## Exercise
Give the number of lines in the records below that include "icon". Reply with that number alone.

## Task data

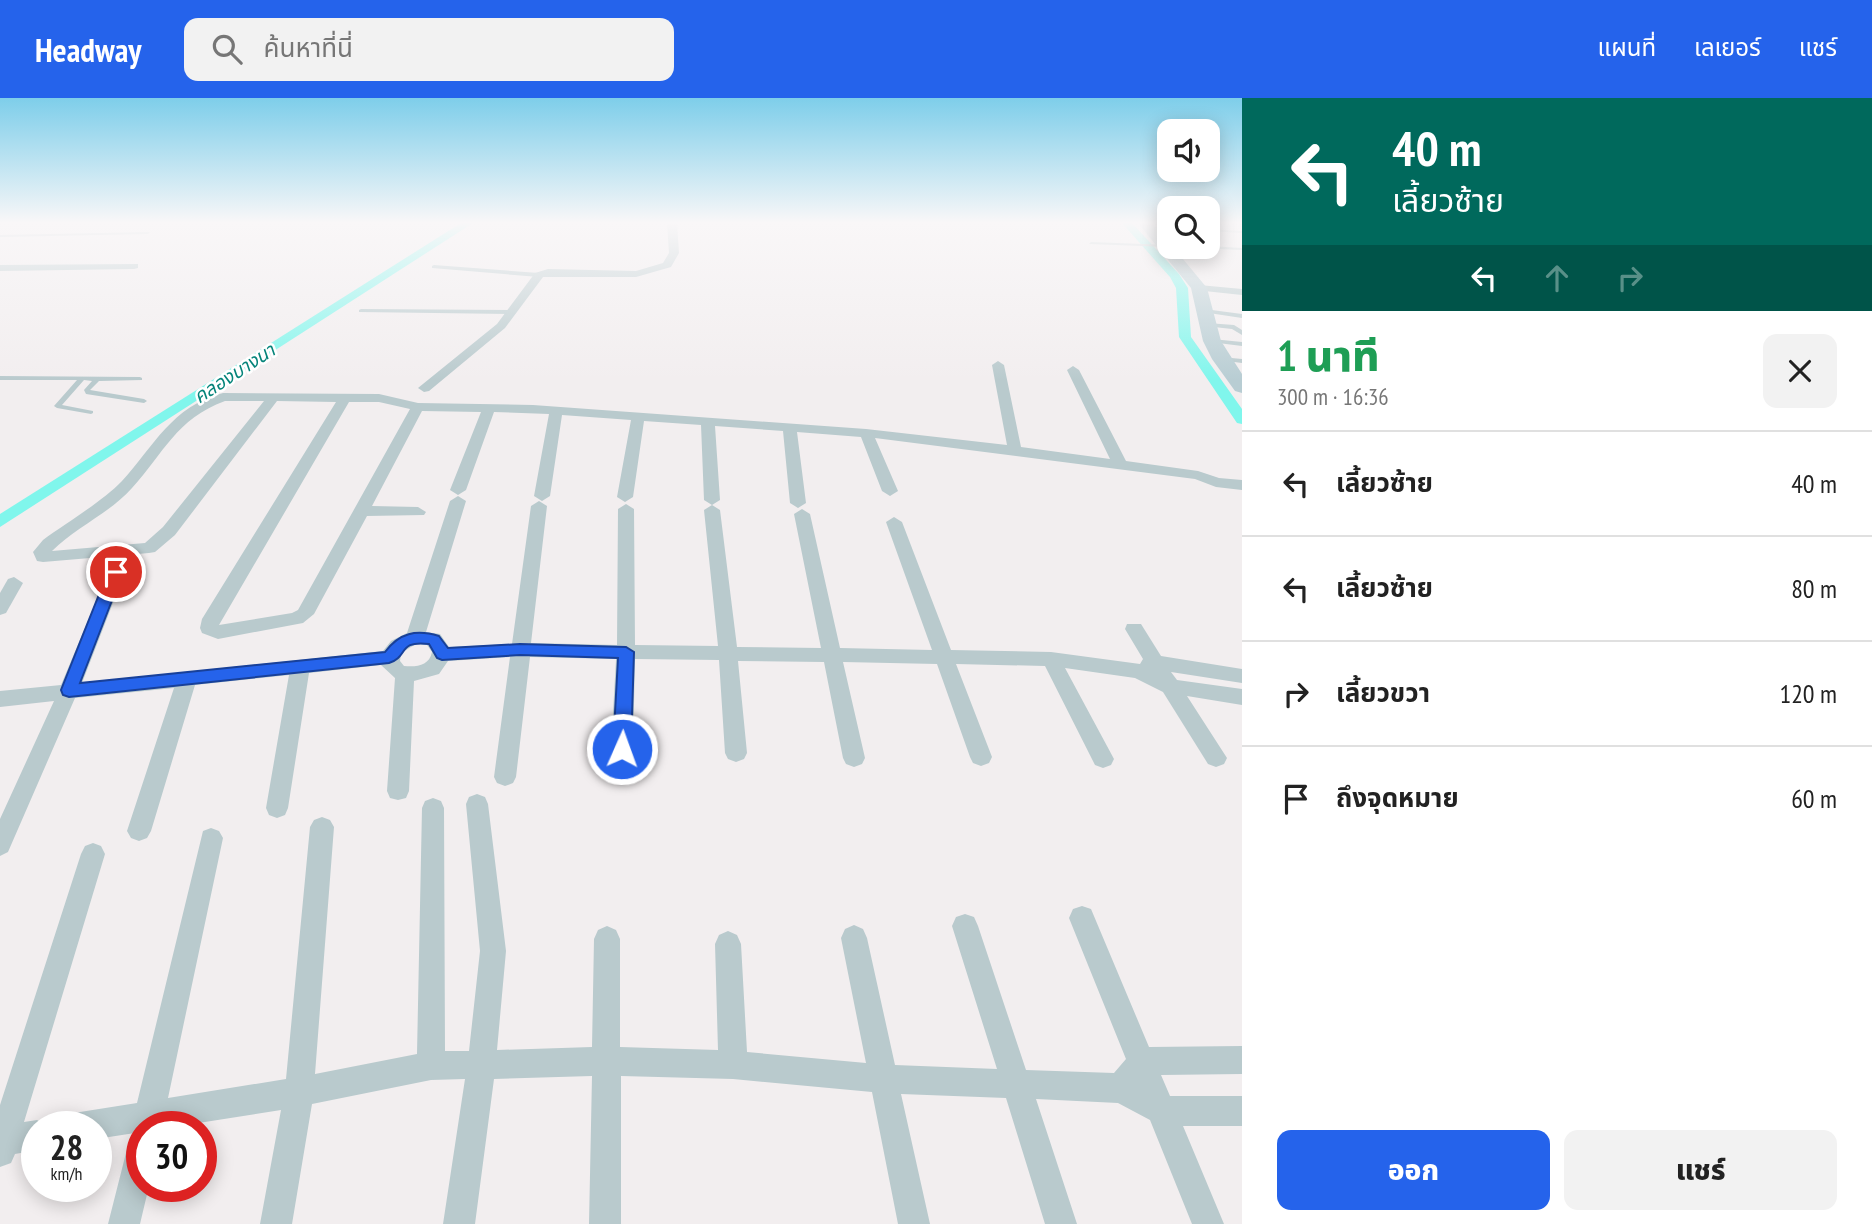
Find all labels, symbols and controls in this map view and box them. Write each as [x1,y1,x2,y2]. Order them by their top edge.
search box [184,18,674,81]
text: Headway [35,28,142,71]
icon: search [208,30,246,68]
text: ค้นหาที่นี่ [264,31,353,64]
text: แผนที่ [1598,32,1656,63]
text: เลเยอร์ [1694,32,1761,63]
text: แชร์ [1799,32,1837,63]
text: 40 m [1392,116,1481,180]
map controls [1157,119,1220,259]
button: sound [1157,119,1220,182]
icon: left [1277,126,1368,217]
text: เลี้ยวซ้าย [1392,179,1504,221]
button: search [1157,196,1220,259]
icon: left [1465,259,1503,297]
icon: ahead [1538,259,1576,297]
icon: right [1611,259,1649,297]
text: 1 นาที [1277,328,1379,383]
button: close [1763,334,1837,408]
water label: คลองบางนา [189,337,280,408]
text: 300 m · 16:36 [1277,382,1389,411]
icon: left [1277,465,1315,503]
text: เลี้ยวซ้าย [1336,466,1433,499]
text: 40 m [1791,467,1837,500]
pin [86,542,146,602]
icon: arrive [97,553,135,591]
icon: left [1277,570,1315,608]
text: เลี้ยวซ้าย [1336,571,1433,604]
text: 80 m [1791,572,1837,605]
icon: right [1277,675,1315,713]
text: เลี้ยวขวา [1336,676,1430,709]
text: 120 m [1779,677,1837,710]
position arrow [585,712,659,786]
icon: arrive [1277,780,1315,818]
text: ถึงจุดหมาย [1336,781,1459,814]
text: 60 m [1791,782,1837,815]
speed limit sign: 30 [126,1111,217,1202]
text: 28 [50,1124,83,1170]
button: ออก [1277,1130,1550,1210]
button: แชร์ [1564,1130,1837,1210]
text: km/h [51,1162,82,1185]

## Answer area
10